Frequon Invaders 2.1 and 2.2 - Wide Screen Edition

By Arch D. Robison

Last Revision: Dec. 2, 2015.

System Requirements


Practically any x86 processor running Windows XP or Windows 7 meets the requirements:

    • Processor with Intel® SSE or equivalent.
    • Windows® XP (or later) with DirectX. See Microsoft's web page on home page on how to download and install DirectX. Most Windows systems already have it installed.
    • Video card that supports 1024x768 graphics (or higher resolution) with 32-bit color.

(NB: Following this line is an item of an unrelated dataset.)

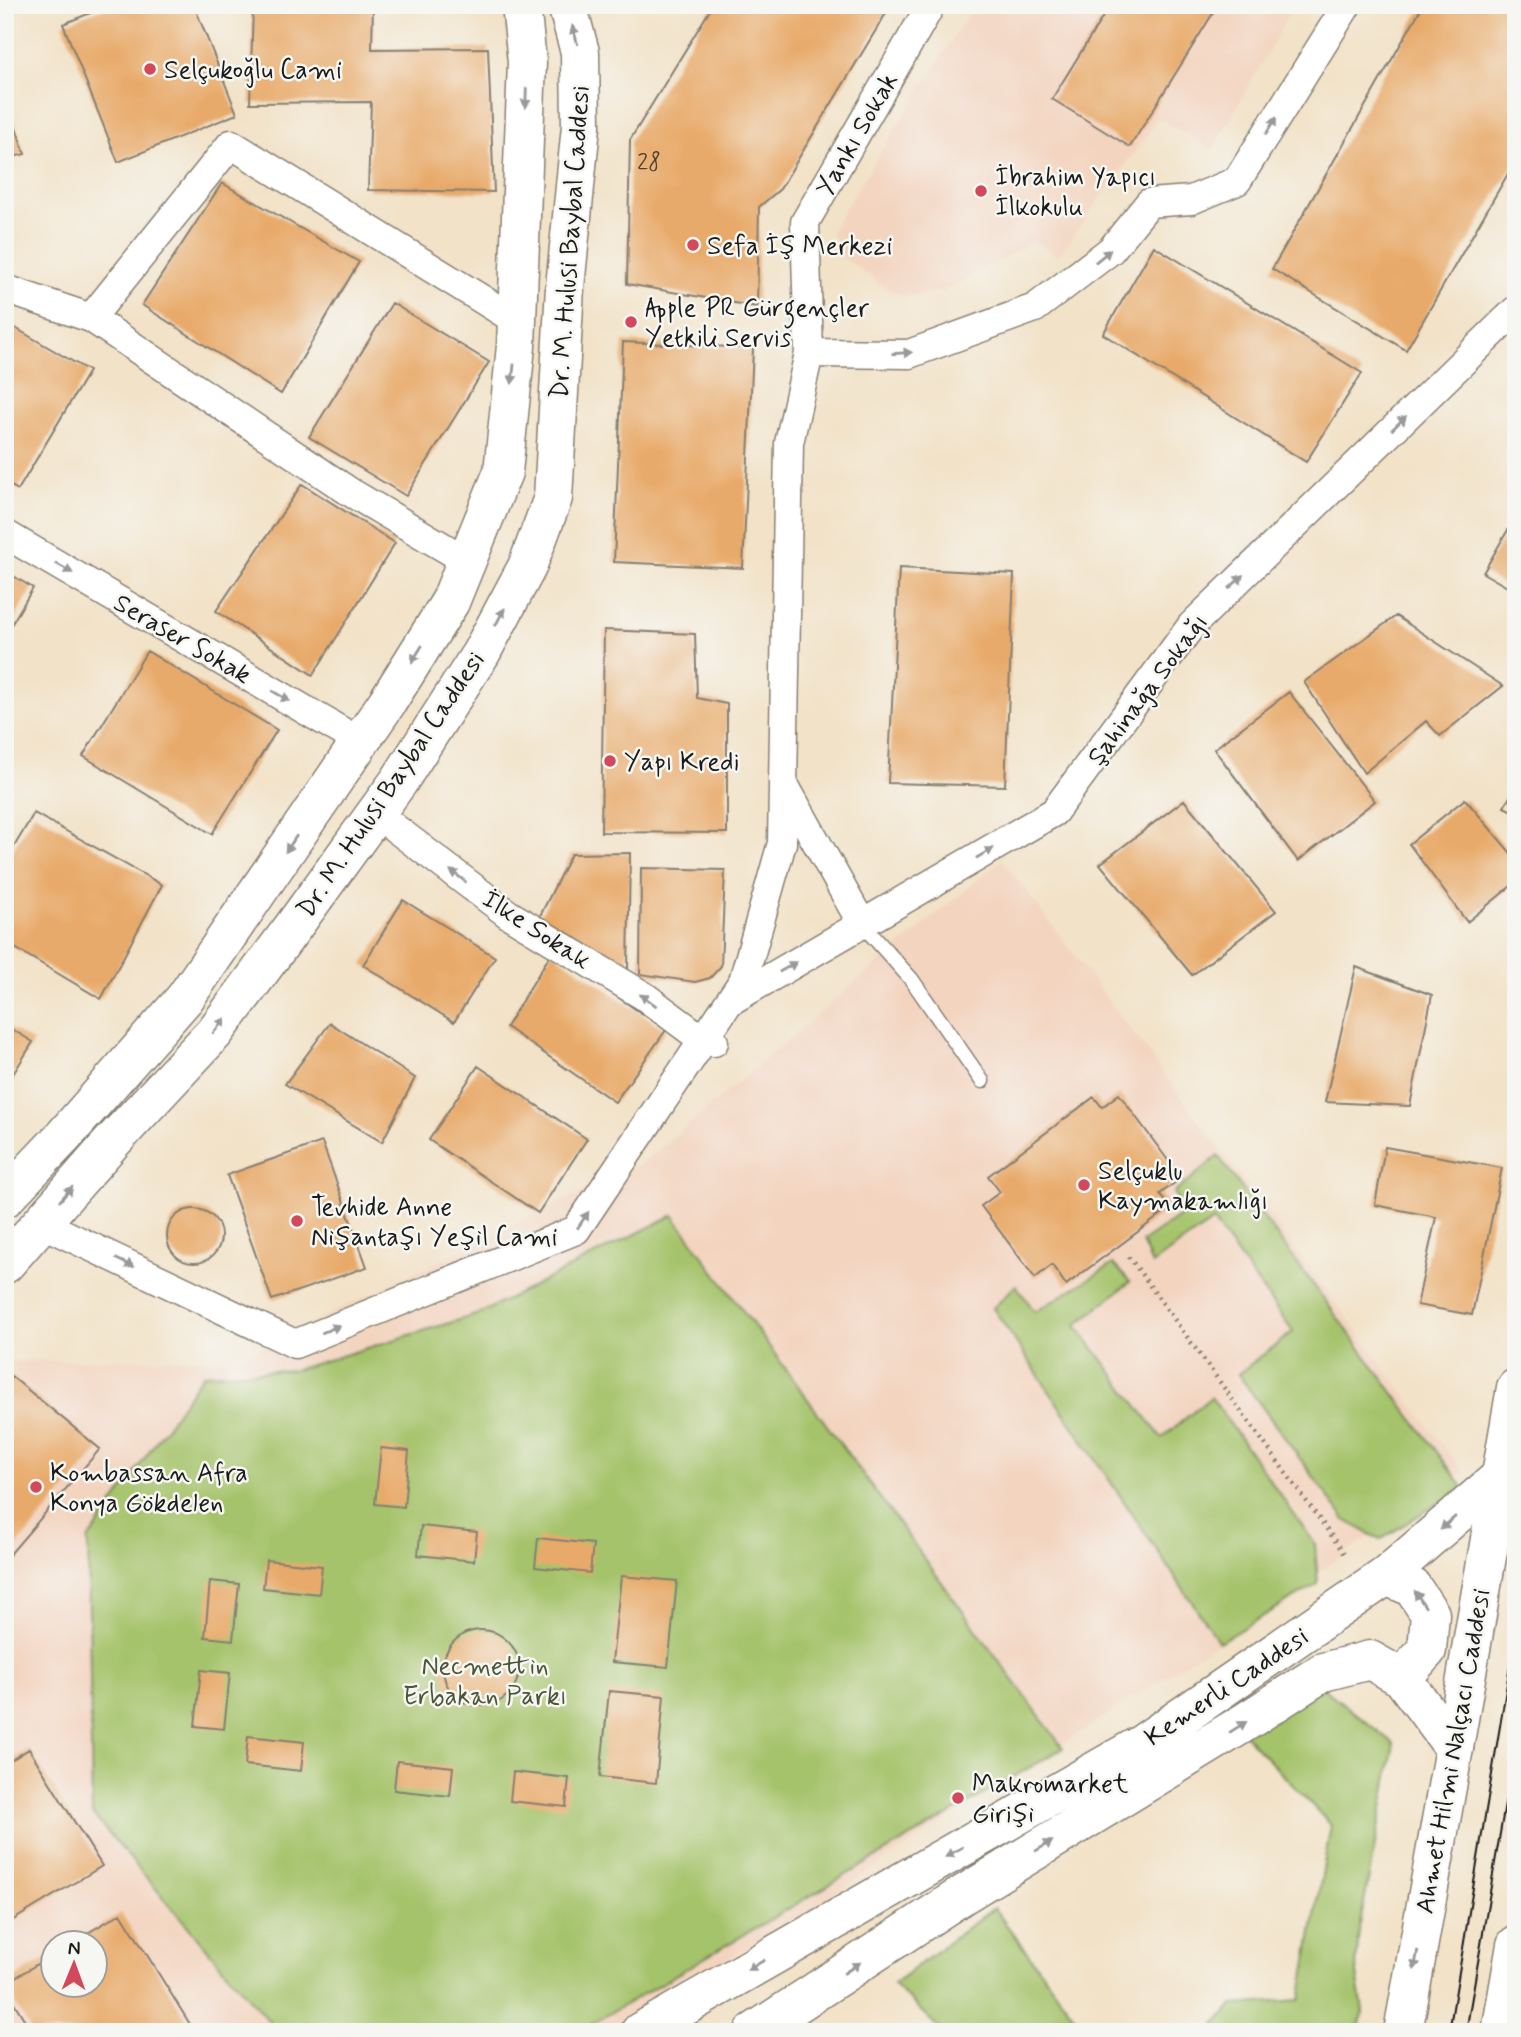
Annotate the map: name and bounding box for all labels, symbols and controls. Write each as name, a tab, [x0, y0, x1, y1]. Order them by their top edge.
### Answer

Frequon Invaders 2.1 has been tested on:

    • Intel® CoreTM 2 Duo processor running Windows&reg XP
    • Intel® CoreTM 2 Duo processor running Windows&reg 7

Mac OS X

Any Mac running Mac OS 10.7 should work. Frequon Invaders 2.2 has been tested on:

    • MacBook Air running Mac OS X 10.11.1


Frequon Invaders is a video game breakthrough: the action occurs in 2 Dimensional Fourier Space. Points in normal space become waves in Fourier Space, and vice versa. Don't worry if you don't know a Fourier from a ferrier. Playing the game depends upon intuition that you'll develop while playing around with it. Don't despair if you are lost at first. The training mode will help you learn.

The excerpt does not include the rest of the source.